• _Work to be completed_: Output the data word for word. Begin at its first line and end at the line with "--surface:#fff; --page:#f7f7f7; --text:#2b2b33;".

• _Source material_:
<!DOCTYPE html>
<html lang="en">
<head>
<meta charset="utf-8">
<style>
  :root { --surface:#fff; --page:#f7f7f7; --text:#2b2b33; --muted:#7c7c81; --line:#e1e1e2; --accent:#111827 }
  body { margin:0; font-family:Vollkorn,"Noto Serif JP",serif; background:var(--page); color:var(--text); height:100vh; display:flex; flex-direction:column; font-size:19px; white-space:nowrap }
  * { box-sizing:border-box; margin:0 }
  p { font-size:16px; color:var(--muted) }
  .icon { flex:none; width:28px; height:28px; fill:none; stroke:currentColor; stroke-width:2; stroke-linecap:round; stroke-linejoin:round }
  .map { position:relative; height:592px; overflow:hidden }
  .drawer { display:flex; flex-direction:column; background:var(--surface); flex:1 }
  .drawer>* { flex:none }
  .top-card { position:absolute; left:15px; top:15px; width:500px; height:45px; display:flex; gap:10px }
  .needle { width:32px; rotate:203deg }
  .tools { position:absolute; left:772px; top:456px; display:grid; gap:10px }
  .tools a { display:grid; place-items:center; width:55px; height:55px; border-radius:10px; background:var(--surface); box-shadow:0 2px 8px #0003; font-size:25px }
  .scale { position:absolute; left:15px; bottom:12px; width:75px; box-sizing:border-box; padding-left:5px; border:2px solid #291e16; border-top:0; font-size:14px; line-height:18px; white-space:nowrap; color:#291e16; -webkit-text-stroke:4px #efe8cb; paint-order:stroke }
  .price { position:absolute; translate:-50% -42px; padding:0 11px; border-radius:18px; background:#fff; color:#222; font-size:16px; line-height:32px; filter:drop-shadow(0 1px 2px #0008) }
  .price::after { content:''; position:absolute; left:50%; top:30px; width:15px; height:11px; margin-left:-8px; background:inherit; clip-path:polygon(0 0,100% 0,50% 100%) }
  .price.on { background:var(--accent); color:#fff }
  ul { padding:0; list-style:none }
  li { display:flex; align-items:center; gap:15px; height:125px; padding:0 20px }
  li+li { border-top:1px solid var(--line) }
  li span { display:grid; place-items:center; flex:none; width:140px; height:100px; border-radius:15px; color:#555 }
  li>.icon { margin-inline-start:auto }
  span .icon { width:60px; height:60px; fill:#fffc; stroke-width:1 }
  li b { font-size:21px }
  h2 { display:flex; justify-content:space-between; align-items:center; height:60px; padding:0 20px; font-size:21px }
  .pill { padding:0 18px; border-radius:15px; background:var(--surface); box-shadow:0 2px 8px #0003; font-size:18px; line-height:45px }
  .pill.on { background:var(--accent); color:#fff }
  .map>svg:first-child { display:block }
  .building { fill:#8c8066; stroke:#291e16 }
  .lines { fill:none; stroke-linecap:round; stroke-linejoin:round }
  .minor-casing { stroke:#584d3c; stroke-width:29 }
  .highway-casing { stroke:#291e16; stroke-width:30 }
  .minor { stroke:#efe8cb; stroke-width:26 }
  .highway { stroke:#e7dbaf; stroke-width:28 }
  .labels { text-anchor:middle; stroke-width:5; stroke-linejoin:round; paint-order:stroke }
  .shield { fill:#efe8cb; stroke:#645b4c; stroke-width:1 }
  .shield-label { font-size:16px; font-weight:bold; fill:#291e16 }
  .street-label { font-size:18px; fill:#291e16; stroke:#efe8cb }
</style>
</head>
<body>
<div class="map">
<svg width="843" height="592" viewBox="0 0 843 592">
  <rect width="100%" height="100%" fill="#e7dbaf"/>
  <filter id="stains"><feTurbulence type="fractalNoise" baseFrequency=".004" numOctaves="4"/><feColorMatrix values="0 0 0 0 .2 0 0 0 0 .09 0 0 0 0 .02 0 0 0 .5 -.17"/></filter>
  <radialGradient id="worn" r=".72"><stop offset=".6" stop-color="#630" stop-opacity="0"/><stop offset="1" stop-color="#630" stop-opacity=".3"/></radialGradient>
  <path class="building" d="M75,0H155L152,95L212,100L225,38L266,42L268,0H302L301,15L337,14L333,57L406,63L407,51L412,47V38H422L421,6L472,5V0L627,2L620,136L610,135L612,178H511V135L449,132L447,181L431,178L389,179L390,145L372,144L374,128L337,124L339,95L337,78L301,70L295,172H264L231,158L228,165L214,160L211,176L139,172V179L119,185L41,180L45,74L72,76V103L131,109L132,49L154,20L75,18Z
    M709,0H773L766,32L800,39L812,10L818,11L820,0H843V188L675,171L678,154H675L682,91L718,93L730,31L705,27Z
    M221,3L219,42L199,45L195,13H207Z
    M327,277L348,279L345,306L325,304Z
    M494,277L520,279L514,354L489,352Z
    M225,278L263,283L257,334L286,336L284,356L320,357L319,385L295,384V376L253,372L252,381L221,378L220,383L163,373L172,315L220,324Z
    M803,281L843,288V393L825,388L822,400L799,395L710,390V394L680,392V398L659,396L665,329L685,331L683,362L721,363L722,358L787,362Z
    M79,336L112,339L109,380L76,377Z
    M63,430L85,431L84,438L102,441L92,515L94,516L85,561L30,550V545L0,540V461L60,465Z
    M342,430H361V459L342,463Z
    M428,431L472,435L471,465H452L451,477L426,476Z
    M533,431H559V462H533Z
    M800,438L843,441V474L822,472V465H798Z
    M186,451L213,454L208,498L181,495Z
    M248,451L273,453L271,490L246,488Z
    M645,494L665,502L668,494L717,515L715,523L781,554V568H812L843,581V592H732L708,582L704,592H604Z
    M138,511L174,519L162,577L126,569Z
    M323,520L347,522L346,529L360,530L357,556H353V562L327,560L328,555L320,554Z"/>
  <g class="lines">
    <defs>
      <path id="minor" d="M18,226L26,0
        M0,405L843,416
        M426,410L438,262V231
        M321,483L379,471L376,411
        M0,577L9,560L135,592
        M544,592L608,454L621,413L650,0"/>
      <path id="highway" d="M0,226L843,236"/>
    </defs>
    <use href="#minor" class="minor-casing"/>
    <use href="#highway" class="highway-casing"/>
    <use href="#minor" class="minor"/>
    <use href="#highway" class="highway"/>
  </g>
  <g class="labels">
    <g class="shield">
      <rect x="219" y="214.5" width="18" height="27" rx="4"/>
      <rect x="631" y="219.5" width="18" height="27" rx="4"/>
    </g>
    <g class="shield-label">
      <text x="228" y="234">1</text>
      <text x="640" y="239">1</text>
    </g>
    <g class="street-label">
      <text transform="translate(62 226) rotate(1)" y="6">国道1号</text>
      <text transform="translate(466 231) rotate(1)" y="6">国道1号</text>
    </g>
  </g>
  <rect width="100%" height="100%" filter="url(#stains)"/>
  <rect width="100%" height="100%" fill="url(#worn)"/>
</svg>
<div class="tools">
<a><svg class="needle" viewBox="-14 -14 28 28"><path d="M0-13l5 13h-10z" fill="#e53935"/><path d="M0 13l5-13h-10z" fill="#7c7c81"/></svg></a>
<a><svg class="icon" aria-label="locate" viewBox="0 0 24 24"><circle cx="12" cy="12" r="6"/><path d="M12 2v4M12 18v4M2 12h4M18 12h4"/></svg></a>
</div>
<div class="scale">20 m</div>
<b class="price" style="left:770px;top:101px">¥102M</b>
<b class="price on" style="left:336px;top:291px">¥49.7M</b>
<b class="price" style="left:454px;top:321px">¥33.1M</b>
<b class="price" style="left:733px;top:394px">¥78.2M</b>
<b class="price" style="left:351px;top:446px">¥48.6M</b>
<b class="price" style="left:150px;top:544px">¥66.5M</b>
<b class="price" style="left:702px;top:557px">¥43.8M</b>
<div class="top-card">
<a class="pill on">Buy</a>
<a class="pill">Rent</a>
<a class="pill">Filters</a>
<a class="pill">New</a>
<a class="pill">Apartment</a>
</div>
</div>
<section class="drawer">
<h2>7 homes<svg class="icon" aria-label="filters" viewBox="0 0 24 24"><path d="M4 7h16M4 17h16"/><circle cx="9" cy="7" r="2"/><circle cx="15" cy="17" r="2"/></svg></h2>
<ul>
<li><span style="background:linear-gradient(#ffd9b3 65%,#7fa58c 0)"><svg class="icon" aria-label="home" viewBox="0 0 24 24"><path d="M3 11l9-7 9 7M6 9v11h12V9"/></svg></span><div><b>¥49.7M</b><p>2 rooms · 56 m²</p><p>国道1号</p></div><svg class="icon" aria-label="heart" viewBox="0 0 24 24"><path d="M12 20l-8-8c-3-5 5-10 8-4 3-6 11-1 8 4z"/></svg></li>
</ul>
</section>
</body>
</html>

• _Solution to this task_:
<!DOCTYPE html>
<html lang="en">
<head>
<meta charset="utf-8">
<style>
  :root { --surface:#fff; --page:#f7f7f7; --text:#2b2b33; --muted:#7c7c81; --line:#e1e1e2; --accent:#111827 }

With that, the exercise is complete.